Yes, I run multiple software appliances and hardware. Software appliances are primarily on Hyper-V, but some are on VMWare. There is no difference between them. Software appliances may run a little faster if you have fast host processors vs the equivalent appliance.

VLAN's work fine for all, but I use a /30 P2P address for the RED interface and add the VLAN's to that interface after the tunnel is up. I do not use layer2 on site to site tunnels. I either use static routing or OSPF pointing to the RED interface IP on both sides. I only use layer2 when using a RED device.

Typically, if you have a SFOS appliance on both side (software or hardware) it is better to route the traffic. Again, you "can" bridge the vlans so both sites operate as the same network, but I highly recommend you don't do this. The Linux OS underneath can get confused by the routes being injected and any diagnostics in the future are hindered.

Any reason you can't use layer 3 routing over the layer 2 RED tunnel? What is your end goal? Knowing the full setup may help to see if RED is even the right option.

But I am home user. I dont have any company here. I am pensioner. My firewall is in my kichen. Do you want picture? I can make picture from my home and firewall........ VLANs are L2. If you dont use L2, then there are no any VLANs. VLANs dont need IP addresses and routing. So, seems you havent at all tested layer 2 RED with VLANs, without IPs, between 2 software XG. Can you please test this and post result. ........No, its not better to route traffic. Routed traffic cant connect devices directly, only through gateway. Example I have devices with gateways to some other firewall or router, then they cant communicate,  because traffic goes to wrong gateway. I must make then static route to every device, but this goes to abnormal configuration. But my main reason why I need L2 RED, is other. I have in city TV service provider digibox. It works only in fixed location and dont allow any routing.
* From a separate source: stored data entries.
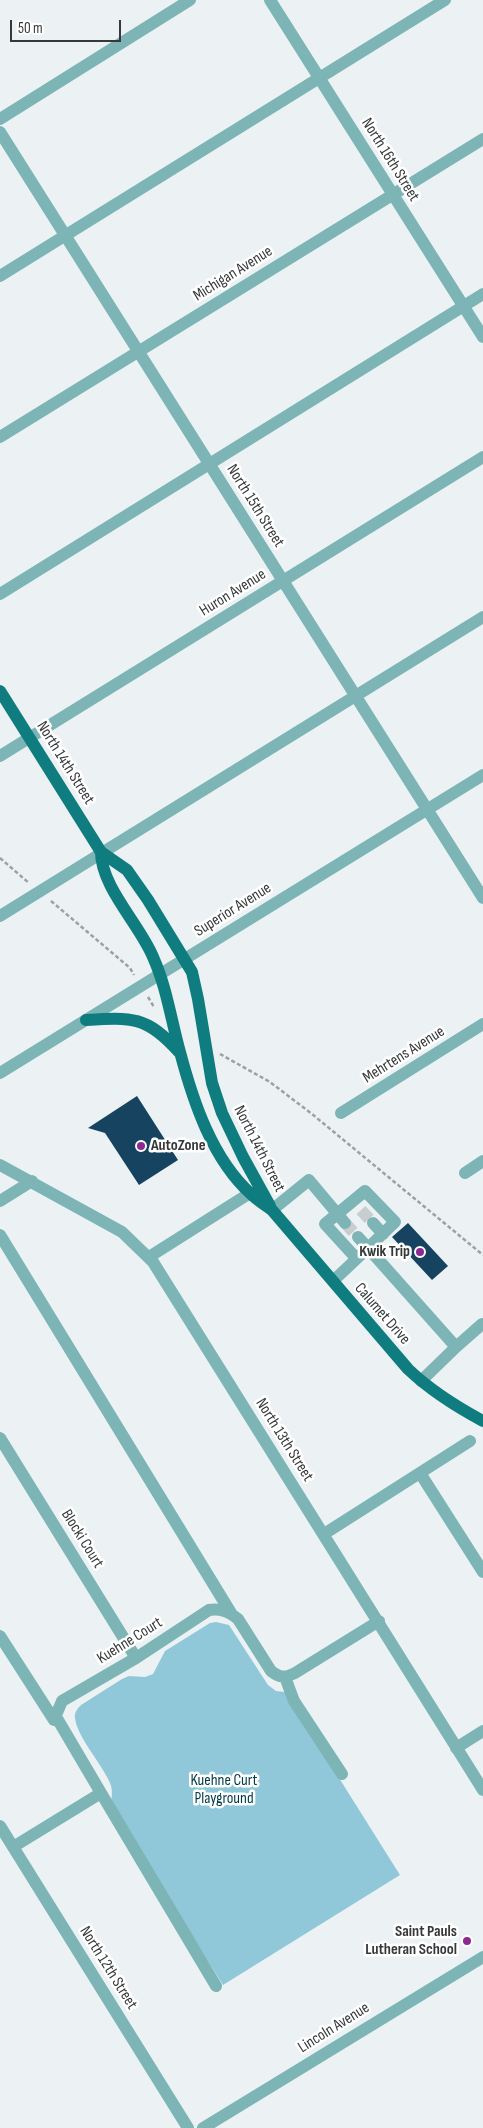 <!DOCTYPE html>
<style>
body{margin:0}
#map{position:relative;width:483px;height:2128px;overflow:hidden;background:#ecf2f4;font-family:"Sofia Sans Condensed",sans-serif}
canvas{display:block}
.scale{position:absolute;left:10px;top:20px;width:111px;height:22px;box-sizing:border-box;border:2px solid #363839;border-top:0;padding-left:6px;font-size:15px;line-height:18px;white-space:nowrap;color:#363839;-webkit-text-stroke:4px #fff;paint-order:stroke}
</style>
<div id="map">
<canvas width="483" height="2128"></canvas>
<div class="scale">50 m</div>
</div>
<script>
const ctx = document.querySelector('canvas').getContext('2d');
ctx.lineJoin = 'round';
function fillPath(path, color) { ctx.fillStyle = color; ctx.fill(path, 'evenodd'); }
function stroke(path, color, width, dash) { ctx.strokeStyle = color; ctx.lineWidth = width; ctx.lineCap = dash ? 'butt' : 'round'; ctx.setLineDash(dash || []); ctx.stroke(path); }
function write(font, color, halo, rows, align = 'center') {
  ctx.font = font + ' "Sofia Sans Condensed",sans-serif'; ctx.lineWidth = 5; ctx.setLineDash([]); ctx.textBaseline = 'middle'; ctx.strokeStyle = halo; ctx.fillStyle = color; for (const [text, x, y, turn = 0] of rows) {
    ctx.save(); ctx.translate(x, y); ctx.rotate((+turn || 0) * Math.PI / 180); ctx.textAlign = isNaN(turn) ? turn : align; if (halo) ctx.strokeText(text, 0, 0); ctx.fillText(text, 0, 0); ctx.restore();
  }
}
fillPath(new Path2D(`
 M216 1622 229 1625 268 1685 276 1691 285 1692 400 1875 223 1985 112 1809C110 1800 114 1792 110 1783 102 1764 77 1737 75 1718 74 1713 77 1709 81 1705L122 1679 129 1676 145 1677 153 1674 165 1651 210 1623Z`), '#91c8d9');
fillPath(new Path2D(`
 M137 1096 178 1160 139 1185 105 1133 88 1128Z
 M408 1223 448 1266 432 1280 392 1237Z`), '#154360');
stroke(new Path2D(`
 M361 1210 373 1223
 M345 1223 358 1237`), '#c8cdcf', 12, [12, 6]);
stroke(new Path2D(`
 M0 858 29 883
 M51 901 130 968 134 975
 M148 997 154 1007
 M220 1054 270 1082 312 1114 483 1255`), '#9ca1a2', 2.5, [4, 2.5]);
stroke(new Path2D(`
 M270 0 483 337
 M0 119 190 0
 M0 132 483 898
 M0 276 445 0
 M0 437 483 139
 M0 594 483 294
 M0 756 483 457
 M0 916 483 617
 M0 1073 483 775
 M341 1113 483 1024
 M0 1165 122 1232 153 1262 483 1790
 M465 1173 483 1161
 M0 1201 32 1181
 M272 1210 309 1180 345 1223
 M373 1223 383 1234
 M0 1235 231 1613
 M149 1257 250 1193
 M356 1258 325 1224 365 1191 395 1222 368 1248 456 1347 421 1381
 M333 1281 368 1248 358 1237
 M456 1347 482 1324
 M0 1438 136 1658
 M420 1473 483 1572
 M324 1534 470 1441
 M0 1636 54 1720
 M285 1677 294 1701 342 1774
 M456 1748 483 1731
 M101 1793 216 1986
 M0 1826 188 2128
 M13 1847 101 1793 58 1720H54L62 1701 136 1658 209 1610C221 1608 229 1612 238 1619L271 1671C280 1678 285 1678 295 1673L379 1621
 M203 2128 483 1957`), '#7db5b6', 12);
stroke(new Path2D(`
 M0 691 101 852 127 870 148 900 192 972 198 999 212 1083 222 1113 243 1157 270 1206
 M101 852C101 887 140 925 153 957 167 988 171 1020 180 1052 193 1101 212 1159 251 1194 257 1200 265 1205 272 1210L408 1369C431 1391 455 1406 483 1421
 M86 1020C132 1017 147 1016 179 1052`), '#0f7d7f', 12);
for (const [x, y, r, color] of [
 [141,1146,5,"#8b2991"],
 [420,1252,5,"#8b2991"],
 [467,1941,5,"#8b2991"]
]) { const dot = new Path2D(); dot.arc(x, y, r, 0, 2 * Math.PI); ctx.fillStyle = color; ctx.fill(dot); stroke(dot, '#fff', 2); }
write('16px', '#363839', '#fff', [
 ["North 16th Street",390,160,58],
 ["Michigan Avenue",233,274,-32],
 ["North 15th Street",255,506,58],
 ["Huron Avenue",233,593,-32],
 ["North 14th Street",65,763,58],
 ["Superior Avenue",233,910,-32],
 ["Mehrtens Avenue",404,1055,-32],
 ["North 14th Street",259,1149,63],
 ["Calumet Drive",382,1314,49],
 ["North 13th Street",284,1440,58],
 ["Blocki Court",82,1539,58],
 ["Kuehne Court",130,1641,-32],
 ["North 12th Street",108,1968,58],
 ["Lincoln Avenue",334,2028,-32]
]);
write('bold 16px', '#363839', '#fff', [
 ["AutoZone",151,1146,"left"],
 ["Kwik Trip",410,1252],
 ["Saint Pauls",457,1932],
 ["Lutheran School",457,1950]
], 'right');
write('16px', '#003a47', '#fff', [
 ["Kuehne Curt",224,1781],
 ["Playground",224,1799]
]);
</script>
Now I put L2 RED tunnel between city home and my countryside and watch TV there without problems. I already tested this. L2 RED works only when server side is hardware XG (I have one). Many years ago I tested this also with Sophos UTM. And UTM allows to use software server side. But today UTM dont present anymore free RED for home users.

You are mixing up so many things.

First of all. The Software (OS) is the same. There is literally no difference in the OS between a hyper-v managed installation and a installation on a Sophos owned component. 
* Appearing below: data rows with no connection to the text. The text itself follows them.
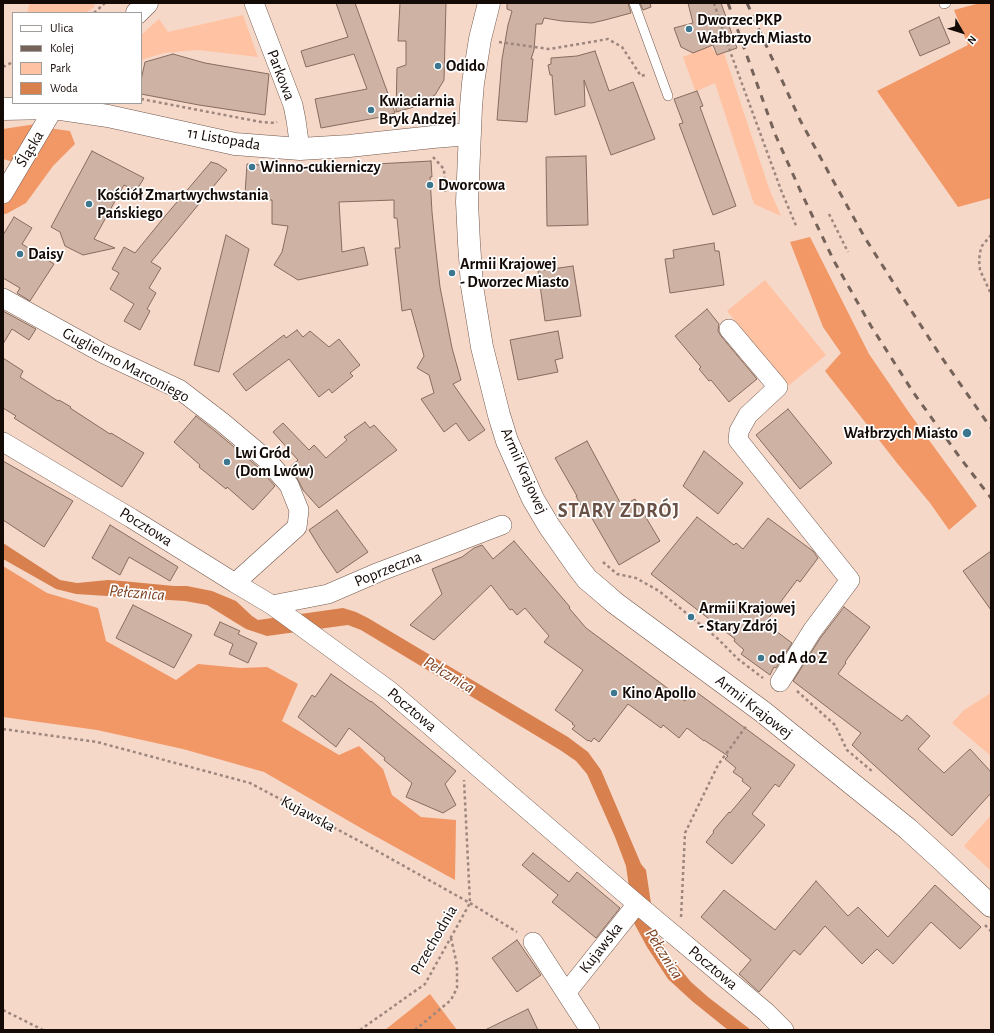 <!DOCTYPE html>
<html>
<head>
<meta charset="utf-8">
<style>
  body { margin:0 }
  #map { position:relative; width:994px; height:1033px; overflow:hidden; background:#f6d8c9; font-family:"Alegreya Sans",sans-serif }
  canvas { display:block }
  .frame { position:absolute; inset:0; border:4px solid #140a06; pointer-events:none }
  .legend { position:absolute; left:12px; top:12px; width:130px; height:92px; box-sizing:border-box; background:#fff; border:1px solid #a19d9b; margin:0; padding:5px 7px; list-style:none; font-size:12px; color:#140a06 }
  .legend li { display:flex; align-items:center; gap:8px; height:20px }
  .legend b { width:20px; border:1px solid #a19d9b }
  .north { position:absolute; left:942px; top:12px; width:40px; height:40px; -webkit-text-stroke:3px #fff; paint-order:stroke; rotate:129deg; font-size:11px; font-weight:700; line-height:16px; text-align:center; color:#140a06 }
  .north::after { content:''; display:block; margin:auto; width:14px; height:18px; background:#140a06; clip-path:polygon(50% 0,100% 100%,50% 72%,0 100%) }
</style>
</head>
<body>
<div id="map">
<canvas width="994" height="1033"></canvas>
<div class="frame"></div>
<ul class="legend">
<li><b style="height:5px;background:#fff"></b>Ulica</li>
<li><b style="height:5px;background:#75635a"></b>Kolej</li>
<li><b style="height:11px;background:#ffc2a2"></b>Park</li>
<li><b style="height:11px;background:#d9804f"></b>Woda</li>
</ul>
<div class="north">N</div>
</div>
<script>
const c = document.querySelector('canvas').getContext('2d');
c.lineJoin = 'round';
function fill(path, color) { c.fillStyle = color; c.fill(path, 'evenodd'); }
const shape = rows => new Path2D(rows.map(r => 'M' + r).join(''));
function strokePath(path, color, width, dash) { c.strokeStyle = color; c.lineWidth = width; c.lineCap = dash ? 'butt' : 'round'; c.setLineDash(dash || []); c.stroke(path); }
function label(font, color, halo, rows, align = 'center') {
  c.font = font + ' "Alegreya Sans",sans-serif'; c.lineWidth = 3.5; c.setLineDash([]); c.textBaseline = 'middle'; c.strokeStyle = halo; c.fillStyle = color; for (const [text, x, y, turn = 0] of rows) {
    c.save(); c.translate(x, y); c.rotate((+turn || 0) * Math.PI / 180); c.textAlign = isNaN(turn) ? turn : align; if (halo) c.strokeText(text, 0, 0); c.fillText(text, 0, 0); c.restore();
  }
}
fill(shape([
  [30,3,95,3,94,7,86,13,32,13,27,11],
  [243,15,258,57,198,50,164,53,141,60,141,35,159,19,168,32],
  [710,46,717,55,724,53,769,188,781,216,754,204,715,83,697,91,695,90,683,57],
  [765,280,826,355,788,386,727,311],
  [991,693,991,756,952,723,964,710],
  [991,815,991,871,964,846]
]), '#ffc2a2');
fill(shape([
  [980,3,991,3,991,198,958,207,877,91,968,45,954,10],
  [36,124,17,163,3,159,3,129],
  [48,128,70,131,75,144,53,166,26,203,6,214,3,214,3,206],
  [810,237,869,354,910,414,977,506,949,530,930,503,897,463,825,371,841,353,823,327,790,242],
  [3,566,47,593,98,608,106,641,176,680,198,664,241,668,267,667,298,684,282,721,339,755,359,746,383,769,392,795,421,817,456,820,455,880,366,831,264,772,183,749,97,730,3,717],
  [430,994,457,1030,385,1030]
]), '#f29766');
fill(shape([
  [3,543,60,580,77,583,108,580,122,581,174,586,187,586,212,591,236,601,252,616,258,620,343,608,356,612,368,618,568,737,588,752,601,770,641,864,646,870,655,930,672,959,691,982,708,997,751,1030,728,1030,692,1001,668,979,647,947,634,923,626,866,615,837,587,774,576,761,560,750,361,630,348,625,267,636,246,629,207,605,185,601,76,594,56,589,3,559]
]), '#d9804f');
const building = shape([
  [336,3,355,3,395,113,381,117,321,128,315,99,367,89,354,54,306,67,301,51,348,37,336,3],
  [400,3,446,3,444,80,435,95,414,107,396,112,397,68,406,65,406,41,398,41,400,3],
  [507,3,628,3,631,13,605,20,592,23,562,21,544,18,542,24,536,24,534,50,531,59,533,59,527,122,497,120,502,59,508,25,512,11,507,9,507,3],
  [640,3,650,3,651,7,643,10,640,3],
  [688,3,721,3,737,48,717,55,713,45,693,53,681,47,674,28,693,23,688,3],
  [939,17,950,43,920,56,909,31,939,17],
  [595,51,609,91,633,82,655,139,611,155,584,80,585,106,555,115,552,75,550,75,548,65,551,64,551,58,577,56,595,51],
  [173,54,205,63,269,74,265,115,199,105,141,94,141,80,145,62,173,54],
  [697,91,703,106,700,107,736,206,713,215,679,124,683,123,674,99,697,91],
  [92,151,144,178,136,191,124,185,94,239,115,248,83,255,65,246,60,232,51,227,92,151],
  [586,156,588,225,547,226,546,157,586,156],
  [431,161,432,177,430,177,432,212,435,243,440,287,452,348,461,380,453,384,485,430,469,441,456,423,444,432,421,399,434,393,429,375,417,368,424,356,411,309,402,311,395,248,400,248,397,218,394,218,394,200,339,202,342,252,364,247,368,265,298,280,274,265,282,252,288,226,272,224,272,200,261,200,260,195,245,194,247,164,302,168,431,161],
  [211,162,218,164,227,170,151,262,161,268,149,288,156,293,147,309,150,311,140,330,124,321,134,304,110,289,119,273,112,269,124,247,135,253,166,215,211,162],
  [14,217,32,228,22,244,54,264,30,301,17,293,20,288,3,278,3,235,14,217],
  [226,235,249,249,219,372,194,365,226,235],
  [714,243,715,251,719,251,724,285,670,293,665,259,674,258,673,250,714,243],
  [573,266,581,316,545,321,538,271,573,266],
  [707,309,719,324,718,331,721,336,757,379,729,402,711,380,709,381,699,369,701,367,675,336,707,309],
  [3,311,36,329,29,340,12,329,3,344,3,311],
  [297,330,303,337,310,331,329,347,339,339,360,365,350,373,353,376,332,393,329,389,319,397,289,359,246,391,233,374,284,335,286,338,297,330],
  [558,331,563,358,555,360,558,372,518,380,510,340,558,331],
  [3,358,23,371,20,377,58,401,59,400,71,407,70,408,110,434,111,433,144,453,122,487,14,418,16,416,3,408,3,358],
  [788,409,832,463,800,489,756,435,788,409],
  [196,416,215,431,258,467,275,486,253,510,227,487,226,489,199,467,200,465,174,442,196,416],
  [365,422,370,428,374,425,397,450,319,508,303,490,297,478,289,468,298,460,273,432,283,423,309,450,314,445,326,458,347,440,344,437,365,422],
  [587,441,622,506,635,499,660,541,619,565,586,508,583,510,576,496,577,496,555,458,587,441],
  [704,451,743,483,718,514,683,486,704,451],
  [3,461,73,501,44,547,3,520,3,461],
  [337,510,368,552,337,573,320,548,309,530,337,510],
  [697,517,734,545,736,543,743,549,768,518,813,551,818,558,800,582,797,580,765,623,792,643,776,668,774,667,770,675,741,654,744,650,734,641,735,639,651,574,697,517],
  [110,525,178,567,170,581,129,557,120,575,92,558,110,525],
  [514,541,570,607,569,608,586,628,685,701,691,688,795,765,779,787,775,784,752,814,765,825,732,864,706,842,714,832,713,831,729,812,730,813,751,788,742,781,743,779,733,772,736,768,725,759,728,756,704,740,704,741,687,728,679,738,663,725,661,728,628,704,599,742,594,738,591,742,589,740,588,741,572,729,575,726,572,724,573,723,555,710,583,670,544,642,549,636,525,608,517,615,512,609,510,610,491,585,434,640,410,625,442,594,432,569,462,557,474,548,482,545,493,559,514,541],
  [991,551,991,610,963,571,991,551],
  [133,605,192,635,174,668,116,638,133,605],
  [844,607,870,627,845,662,846,663,838,674,902,721,907,715,930,736,918,749,944,773,970,749,991,772,991,793,952,836,852,745,861,733,793,681,821,637,844,607],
  [220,622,240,631,238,634,257,643,248,663,229,654,233,644,214,635,220,622],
  [331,674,371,702,371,701,456,771,445,784,456,805,443,813,406,797,412,783,384,760,385,758,349,728,336,747,298,717,312,695,315,697,331,674],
  [533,853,569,882,577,872,620,908,596,938,552,902,558,895,522,865,533,853],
  [816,881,848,916,858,907,888,937,935,885,981,927,960,949,931,922,893,964,877,949,862,964,825,926,800,955,794,950,759,992,739,974,751,960,701,917,724,890,775,930,816,881],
  [517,940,541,975,517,992,492,958,517,940],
  [528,1009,538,1030,485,1030,528,1009]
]);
fill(building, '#ceb2a3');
strokePath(building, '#866c5f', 1);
const service = shape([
  [634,3,668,96],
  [944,4,946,3]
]);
const minor = shape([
  [254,3,293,105,296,120,300,149],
  [3,194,57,103],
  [3,298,104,354,179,389,222,422,266,459,289,485,299,510,297,527,235,583],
  [729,329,778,387,748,415,739,431,738,440,850,580,812,631,780,682],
  [3,442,131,518,235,583,272,605,390,691,637,904,766,1012,784,1030],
  [272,605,328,594,379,572,502,525],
  [533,942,590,1030],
  [566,993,637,904]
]);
const secondary = shape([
  [489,3,480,39,473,83,471,107,467,202,469,243,471,271,472,286,482,347,499,415,507,441,533,499,549,526,577,566,587,579,600,590,615,603,763,712,908,829,942,860,991,906],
  [137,13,147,3],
  [3,109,54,108,108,116,235,144,300,149,349,146,433,137,470,134]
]);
strokePath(service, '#71584c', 10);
strokePath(minor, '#71584c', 20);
strokePath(secondary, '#71584c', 23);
strokePath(shape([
  [714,3,730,51,781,190,797,228],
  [94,13,105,3],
  [499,42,549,49,608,39,622,47,641,76,645,75],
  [3,67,13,62],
  [141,99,261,122,276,123,277,122],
  [433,157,444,169,445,192],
  [829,214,848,252],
  [991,235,981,247,979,260,980,270,991,294],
  [603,562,617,574,636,578,659,591,717,638,738,659,763,678],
  [797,691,835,725,847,750,873,772],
  [3,729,97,742,250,783,361,842,470,903,517,932],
  [681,917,685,833,718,765,747,725],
  [985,925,991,931],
  [3,1010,43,1030],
  [360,1030,425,984,470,903,464,780],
  [415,1030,451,1000,457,988,457,965,451,938]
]), '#9d877d', 2.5, [3, 3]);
strokePath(service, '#fff', 9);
strokePath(minor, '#fff', 19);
strokePath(secondary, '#fff', 22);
strokePath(shape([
  [728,3,775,134,800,190,834,261,871,326,913,392,961,459,991,498],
  [747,3,800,120,830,175,865,238,907,304,942,358,991,428]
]), '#75635a', 3, [7, 7]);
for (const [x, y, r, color] of [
  [689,29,4,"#3c768f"],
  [438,66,4,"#3c768f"],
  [371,110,4,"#3c768f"],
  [252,167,4,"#3c768f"],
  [430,185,4,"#3c768f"],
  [89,204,4,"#3c768f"],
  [20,254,4,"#3c768f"],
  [452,273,4,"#3c768f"],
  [967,433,5,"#3c768f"],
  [227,462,4,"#3c768f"],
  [691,617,4,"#3c768f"],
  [761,658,4,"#3c768f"],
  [614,693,4,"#3c768f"]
]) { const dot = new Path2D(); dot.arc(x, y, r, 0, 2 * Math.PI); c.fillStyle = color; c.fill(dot); strokePath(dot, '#fff', 1.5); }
label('bold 16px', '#140a06', '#fff', [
  ["Dworzec PKP",697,20],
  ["Wałbrzych Miasto",697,38],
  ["Odido",446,66],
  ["Kwiaciarnia",379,101],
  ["Bryk Andzej",379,119],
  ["Winno-cukierniczy",260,167],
  ["Dworcowa",438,185],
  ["Kościół Zmartwychwstania",97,195],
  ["Pańskiego",97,213],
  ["Daisy",28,254],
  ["Armii Krajowej",460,264],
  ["- Dworzec Miasto",460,282],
  ["Wałbrzych Miasto",958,433,"right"],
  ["Lwi Gród",235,453],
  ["(Dom Lwów)",235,471],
  ["Armii Krajowej",699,608],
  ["- Stary Zdrój",699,626],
  ["od A do Z",769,658],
  ["Kino Apollo",622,693]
], 'left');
label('16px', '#140a06', '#fff', [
  ["Parkowa",281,75,69],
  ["11 Listopada",224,139,10],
  ["Śląska",30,149,-59],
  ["Guglielmo Marconiego",126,365,28],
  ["Armii Krajowej",524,471,66],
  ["Pocztowa",146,527,32],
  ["Poprzeczna",388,569,-22],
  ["Armii Krajowej",754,707,38],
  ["Pocztowa",412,710,40],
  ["Kujawska",308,814,28],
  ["Przechodnia",434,940,-60],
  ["Kujawska",601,948,-52],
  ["Pocztowa",713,968,40]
]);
label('italic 17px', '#7e4221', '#fff', [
  ["Pełcznica",137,593,5],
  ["Pełcznica",449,675,31],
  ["Pełcznica",664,954,58]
]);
c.letterSpacing = '1px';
label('bold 20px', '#6a5145', '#fff', [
  ["STARY ZDRÓJ",619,511]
]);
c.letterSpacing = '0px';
</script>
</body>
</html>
But there could be an issue on other parts of your installations. First of all, you should check your registration (and with that your license). If you license is not in the state "sub scripted", modules will not work as intended. If you deffer to register the Appliance, it will not work. 

RED is completely based on certificates. In another thread you point out, you have NTP out (For no reason?). Without a correct time sync, the Tunnel could be broken.

And again: It does not matter, what kind of appliance installation you use. If the hyper-V installation is corrupt (has issues) it will not work. That has no implication on the installation you use. 

You could go down the road and use a Sophos UTM home: https://www.sophos.com/en-us/free-tools/sophos-xg-firewall-home-edition It is also available. 

What license you talk about? Sophos XG Home license is sent by email right after download . What is "correct time"?  And I ask again - have you at all tested software RED server with software RED client?  Do your VLANs worked? 

What license you talk about? Sophos XG Home license is sent by email right after download . What is "correct time"?  And I ask again - have you at all tested software RED server with software RED client?  Do your VLANs worked?